> _DATA SUPPLIED_
◇ ◇ ◇ ◇ ◇ ◇ ◇
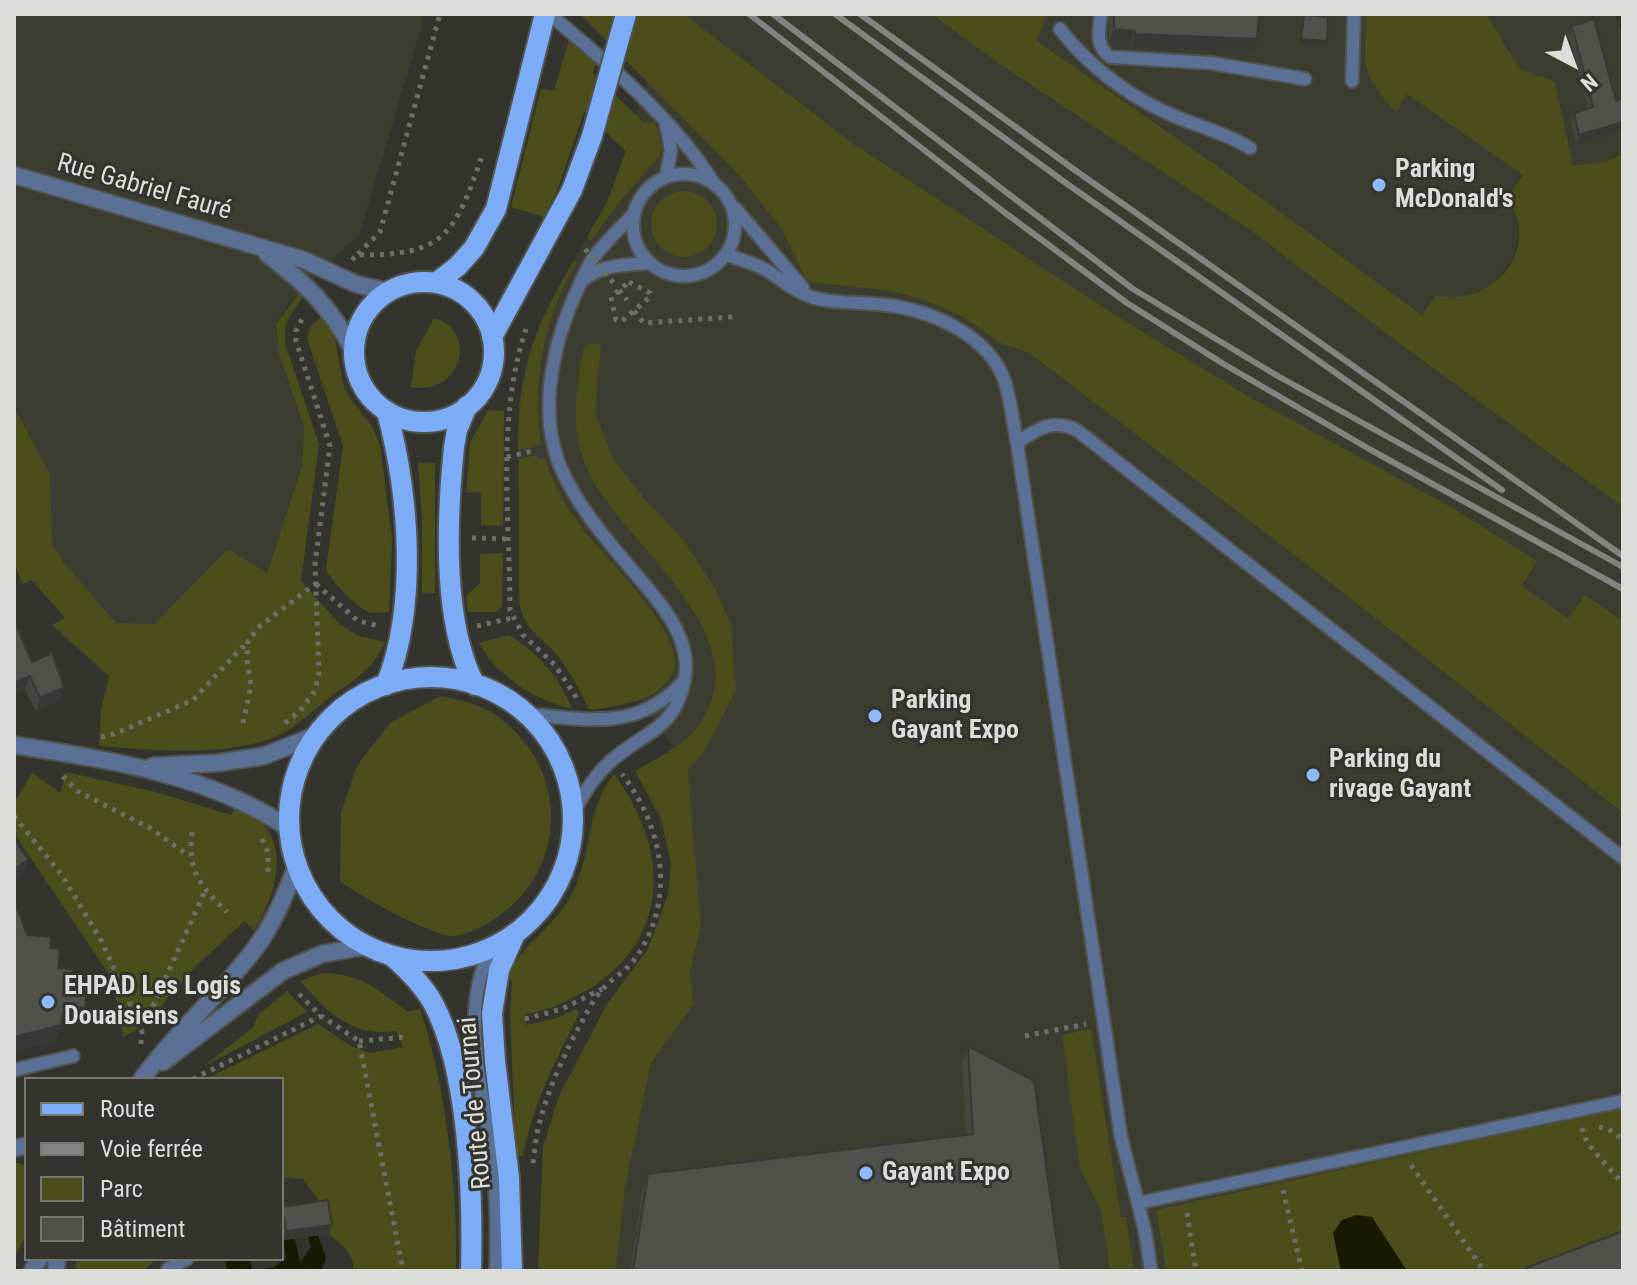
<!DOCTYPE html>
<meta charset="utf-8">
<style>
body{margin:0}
#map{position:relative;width:1637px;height:1285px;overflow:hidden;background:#34342f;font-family:"Roboto Condensed",sans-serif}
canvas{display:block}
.frame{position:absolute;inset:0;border:16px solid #dcddd9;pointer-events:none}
.legend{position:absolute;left:24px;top:1077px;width:260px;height:184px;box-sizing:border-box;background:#34342f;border:2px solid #777873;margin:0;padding:10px 14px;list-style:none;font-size:24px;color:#dcddd9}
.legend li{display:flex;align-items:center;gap:16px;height:40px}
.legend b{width:40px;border:2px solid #777873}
.north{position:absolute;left:1533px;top:24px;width:80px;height:80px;-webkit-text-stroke:6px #34342f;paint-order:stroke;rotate:139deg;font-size:22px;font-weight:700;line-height:32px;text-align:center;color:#dcddd9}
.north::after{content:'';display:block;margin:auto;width:28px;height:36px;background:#dcddd9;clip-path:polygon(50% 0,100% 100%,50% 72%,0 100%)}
</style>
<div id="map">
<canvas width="1637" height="1285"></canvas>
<div class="frame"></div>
<ul class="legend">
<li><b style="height:10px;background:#7dacf6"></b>Route</li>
<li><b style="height:10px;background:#83837f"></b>Voie ferrée</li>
<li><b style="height:22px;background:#4b4d1b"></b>Parc</li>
<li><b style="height:22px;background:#50514b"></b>Bâtiment</li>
</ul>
<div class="north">N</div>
</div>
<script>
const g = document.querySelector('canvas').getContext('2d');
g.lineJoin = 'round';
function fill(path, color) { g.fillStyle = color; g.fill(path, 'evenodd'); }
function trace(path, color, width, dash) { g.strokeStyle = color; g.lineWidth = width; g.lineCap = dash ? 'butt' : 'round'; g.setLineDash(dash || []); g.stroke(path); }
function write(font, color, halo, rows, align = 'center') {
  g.font = font + ' "Roboto Condensed",sans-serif'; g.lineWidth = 6; g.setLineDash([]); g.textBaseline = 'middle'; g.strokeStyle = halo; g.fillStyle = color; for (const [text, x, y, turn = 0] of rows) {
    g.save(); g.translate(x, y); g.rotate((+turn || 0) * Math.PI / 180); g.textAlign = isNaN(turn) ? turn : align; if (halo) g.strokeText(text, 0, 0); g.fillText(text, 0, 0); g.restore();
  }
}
fill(new Path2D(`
 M14,14H422L421,28L360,233L290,302L276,324L279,354L304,427L302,466L267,573L148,698L101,710L109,676L52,625L65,618L32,580L22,584L14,561Z
 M684,14H931L997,62L1253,232L1388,335L1623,507V621L1585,595L1569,618L1521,586L1537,562L1253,399L1120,318L855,145Z
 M986,14H1615L1623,37V154L1607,161L1524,175L1509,195L1519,231L1514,259L1494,284L1475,295L1451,299L1422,315L1217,166L1037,41Z
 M646,81L738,174L781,228L807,282L886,290L922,299L965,318L1002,344L1029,353L1323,577L1623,813V1108L1156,1211L1166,1271H616L625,1188L651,1063L694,1004L690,972L701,927L688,769L640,699L589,710L577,682L555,652L535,635L518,483L519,402L529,353L542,318L607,202L620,173Z`), '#3b3d31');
fill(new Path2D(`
 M580,14H684L855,145L1120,318L1253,399L1449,506L1537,561L1522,586L1568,618L1585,595L1623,621V813L1323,577L1029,353L1002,344L965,318L922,299L886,290L807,282L781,228L738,174Z
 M931,14H1047L1037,41L1217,166L1422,315L1436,295C1475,306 1521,275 1519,232C1519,220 1512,206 1509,195L1523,175L1407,94L1396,112C1359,70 1364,68 1367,14H1486L1520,69L1555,82L1573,166L1607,161L1623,154V507L1388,335L1253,232L997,62Z
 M570,36L596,63L593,73L644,123L655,122L662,148L659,156L613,210L591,241L587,237L607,202L626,151L584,112L558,188L544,217L511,207L541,89L554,91Z
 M651 224a33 33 0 1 1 66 0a33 33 0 1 1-66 0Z
 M574,260L577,262C543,319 532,380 541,445L518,450C519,367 533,331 574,260Z
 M300,292L304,296C291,313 282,323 286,346L319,444L301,581L340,624L357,635L385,642C375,667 357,678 336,693C319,705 304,720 287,731C237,759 155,750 99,746L101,710L109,676L52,625L65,618L32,580L22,584L14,561V407L50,474L52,544L64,563L116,623L154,624L228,549L267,573L302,466L304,427L279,354L276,324Z
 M322,316L335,340L344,387L352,401L372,426L380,445L392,538L389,612C383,612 375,614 369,612C357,608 330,580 326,569L343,446L308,342C306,329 313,324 322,316Z
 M434,318C479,331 462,396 411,387L416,351Z
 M601,343L595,413L614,460L648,503L683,539L715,588L731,625L736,691L704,752L688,769L701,927L690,972L694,1004L651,1063L625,1188L616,1271H538L543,1147L559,1096L607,1004L648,949L668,895L671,864L661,819L635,771C657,758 684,746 699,725C763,635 622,544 588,471C569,430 576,389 584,346Z
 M488,410L504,411L503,526L481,525V492L466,493L470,443Z
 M537,455L538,460L545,458C553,482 564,503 579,524C600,553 687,634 674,670C663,702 616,706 589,710C580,690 571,673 558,656C541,634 524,632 519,601V459Z
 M418,463H435V593H422V520Z
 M503,553L502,606L497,612H468L466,596L480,583V554Z
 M509,635C539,653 559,677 572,709C535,700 498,677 479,643Z
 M441,696C460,700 481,704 497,716C573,770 568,877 488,923C478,929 460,938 448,936C443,936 436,932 431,930C398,918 370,900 340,882L341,812L358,764L391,722Z
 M66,772L156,792L231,815L236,806C243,810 252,814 258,819C292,848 273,900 254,931L245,921L197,965L168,997L154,1019L123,1037L120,1012L108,973L14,833V803L32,773L61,793Z
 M614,774C671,850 672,943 582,993C564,1003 546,1011 525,1014L526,1025L553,1019L577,1009L579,1014C556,1060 532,1105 523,1156L516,1157L510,1013L512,982L507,975C523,944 556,925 572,894C593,853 585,810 614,774Z
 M322,973C363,974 376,989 408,1012L420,1009C446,1086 458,1190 456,1271H353V1261L347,1250L329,1234L325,1209L303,1179L282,1177V1079H206L318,1024L351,1046L370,1053L403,1047L396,1031C350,1037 329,1013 300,981Z
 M287,991L307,1012L203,1067L253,1027L259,1014Z
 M1091,1029L1121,1217H1126L1134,1271H1110L1101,1210L1080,1169L1062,1035Z
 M1623,1108V1271H1166L1156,1210Z
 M14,1163H20L26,1168V1236L14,1258Z
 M77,1259H156L143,1271H74Z`), '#4b4d1b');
fill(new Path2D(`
 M1357,1215L1372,1217L1407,1271H1341L1333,1233L1342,1220Z
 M318,1235L326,1258L321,1271H227L225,1259H250L252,1270L273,1268L286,1258L283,1240L295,1239L300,1263L311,1247L308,1237Z`), '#181900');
const service = new Path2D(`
 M549,14C605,60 675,121 713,182
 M1101,14C1099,31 1095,46 1110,57L1211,63L1305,79
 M1060,29C1089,67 1131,98 1174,116C1200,127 1226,133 1250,148
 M1352,81L1354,14
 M666,125L671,150L666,177
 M633 225a51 51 0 1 1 102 0a51 51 0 1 1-102 0Z
 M735,208L803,288
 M726,255C740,259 754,263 766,270C782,280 795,292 814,298C837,304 863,302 887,305C932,311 989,335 1005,382C1011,401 1013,423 1017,443L1121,1137L1145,1231L1151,1271
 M583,280C603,264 625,265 650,263
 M1017,443C1038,428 1054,418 1078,431L1623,858
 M526,714C587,719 636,732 682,683
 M573,814C583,794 595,775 612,760C648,729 676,730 685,677C692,636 657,599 633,571C606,539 577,506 560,466C537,408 554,339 580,284C584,275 588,265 594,257C606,241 622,227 635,212
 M492,948C456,1012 486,1098 493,1166C497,1201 497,1236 496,1271
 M14,1070L73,1056
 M1138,1203L1623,1101
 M168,1269L187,1259`);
const minor = new Path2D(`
 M14,175L304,260L356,284L389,292
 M267,254C306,284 331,307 354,352
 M14,745C109,760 209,774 290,829
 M153,766L217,763L264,756L319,734
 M14,1148L26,1146
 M56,1271L57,1259`);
const tertiary = new Path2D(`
 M163,1062L283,971L322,954L367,946
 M142,1079C177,1030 224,992 259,943C276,919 286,892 297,865
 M32,1271L39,1259`);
const primary = new Path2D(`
 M354 352a70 70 0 1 1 140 0a70 70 0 1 1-140 0Z
 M436,283L458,266L474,248L496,209L545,14
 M492,337L572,190L592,136
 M467,406L457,430L454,447C447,516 442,623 475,685
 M289 819a142 142 0 1 1 284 0a142 142 0 1 1-284 0Z
 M386,685C418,605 409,494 387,412
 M392,956C408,970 423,985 433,1003C469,1070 473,1195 471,1271
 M512,1271L509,1178L495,1061L492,1013L499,970L515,934`);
trace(service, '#52524e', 16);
trace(minor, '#52524e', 20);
trace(tertiary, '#52524e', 20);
trace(primary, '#52524e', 24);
trace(new Path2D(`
 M358,254L380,232L440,14
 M352,260L357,255C445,256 455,234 482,156
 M629,282L650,293V297L622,321L616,320L611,297Z
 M619,290L627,300
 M634,311L644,323L733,317
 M526,329C496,418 510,517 510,610L523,635L555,665L578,700
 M507,457L536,450
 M472,538L510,539
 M316,584L358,621L379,626
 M477,626L512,618
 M243,723L251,686L247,661L248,641L260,626L315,584
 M285,723L300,711L315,691L319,673L315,564L330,446L296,341V331L304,315
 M101,737L114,734L193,700L248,641
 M63,776L77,791L150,828L189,856
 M14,816L61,874L101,940L142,1030
 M192,832C187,870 200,886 227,912
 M262,839L268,852V875
 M299,994L321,1016L359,1041L403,1271
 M525,1019L562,1009L602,989
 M1025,1036L1086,1024
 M359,1041L406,1037
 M141,1044L142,1030L205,891
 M193,1079L321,1016
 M1599,1127L1608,1129L1623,1139
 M1582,1128L1587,1143L1623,1184
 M533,1163C535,1149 536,1134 540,1121C549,1087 566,1050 583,1020C588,1010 595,997 603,989C612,978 625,972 634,960C677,902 664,828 622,774
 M1411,1165L1484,1271
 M1283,1190L1302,1271
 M1187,1213L1196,1271`), '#6f6f6a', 5, [4, 6]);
trace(service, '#5a7195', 12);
trace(minor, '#5a7195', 16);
trace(tertiary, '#5a7195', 16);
trace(primary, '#7dacf6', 20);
trace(new Path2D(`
 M749,14L1004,212L1127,303L1222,363L1371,450L1623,589
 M773,14L1133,289L1276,375L1623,567
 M835,14L1063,181L1502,490
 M860,14L1072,168L1623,556`), '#83837f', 6);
const primaryBridge = new Path2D(`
 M592,136L626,14`);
trace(primaryBridge, '#52524e', 24, []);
trace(new Path2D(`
 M585,249L616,286`), '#6f6f6a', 5, [4, 6]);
trace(primaryBridge, '#7dacf6', 20);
fill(new Path2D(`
 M1109,14H1259L1252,52L1130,48V44L1109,42Z
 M1572,26L1616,101L1576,144L1571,122L1574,113L1588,109L1569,35Z
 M14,621L32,662L64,687L60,700L36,711L25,689L14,694Z
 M968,1046L1061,1271H630L642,1191L648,1174L966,1135L962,1063Z
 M282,1207L329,1234L283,1240Z`), '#454640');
fill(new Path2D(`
 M1114,29L1135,31L1130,44L1109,42Z
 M1135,34L1257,39L1252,52L1130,48Z
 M1301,39L1327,41L1325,46L1300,44Z
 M1623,122V130L1576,144L1579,135Z
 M30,676L25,689L14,694V683Z
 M64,687L60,700L36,711L40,698Z
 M28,860L22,877L14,882V869Z
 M69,1006L85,1008L79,1025L65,1023L62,1032H59L55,1042L14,1052V1037L62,1015Z
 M332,1225L329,1234L283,1240L286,1231Z`), '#383934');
const building = new Path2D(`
 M1114,14H1259L1257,39L1135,34V31L1114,29Z
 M1304,15L1328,17L1327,41L1301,39Z
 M1594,19L1616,101L1623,98V122L1579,135L1574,113L1593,107L1572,26Z
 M14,621L32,662L52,653L64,687L40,698L30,676L14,683Z
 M14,838L28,860L14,869Z
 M14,900L27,935L51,937L50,948L60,949L58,968L73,969L72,974L89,976L85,1008L69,1006L68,1015H62L61,1025L14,1037Z
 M968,1046L1034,1081L1061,1271H633L648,1174L973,1134Z
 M328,1200L332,1225L286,1231L282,1207Z
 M1623,1231V1271H1527L1526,1268Z`);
fill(building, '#50514b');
trace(building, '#383934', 2);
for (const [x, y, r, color] of [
 [1379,185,8,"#8eb9fc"],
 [875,716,8,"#8eb9fc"],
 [1313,775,8,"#8eb9fc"],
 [48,1002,8,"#8eb9fc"],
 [866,1173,8,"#8eb9fc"]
]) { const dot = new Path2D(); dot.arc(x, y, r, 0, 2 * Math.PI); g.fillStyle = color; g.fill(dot); trace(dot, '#34342f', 3); }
write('bold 26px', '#dcddd9', '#34342f', [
 ["Parking",1395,170],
 ["McDonald's",1395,200],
 ["Parking",891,701],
 ["Gayant Expo",891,731],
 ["Parking du",1329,760],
 ["rivage Gayant",1329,790],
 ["EHPAD Les Logis",64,987],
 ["Douaisiens",64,1017],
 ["Gayant Expo",882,1173]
], 'left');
write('26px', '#dcddd9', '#34342f', [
 ["Rue Gabriel Fauré",144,188,16],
 ["Route de Tournai",476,1103,-95]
]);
</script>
◇ ◇ ◇ ◇ ◇ ◇ ◇
> _HOW TO COMPLETE THIS TASK_
Working from the entries above, return all lines that contain "rows".

> _ANSWER SPACE_
function write(font, color, halo, rows, align = 'center') {
  g.font = font + ' "Roboto Condensed",sans-serif'; g.lineWidth = 6; g.setLineDash([]); g.textBaseline = 'middle'; g.strokeStyle = halo; g.fillStyle = color; for (const [text, x, y, turn = 0] of rows) {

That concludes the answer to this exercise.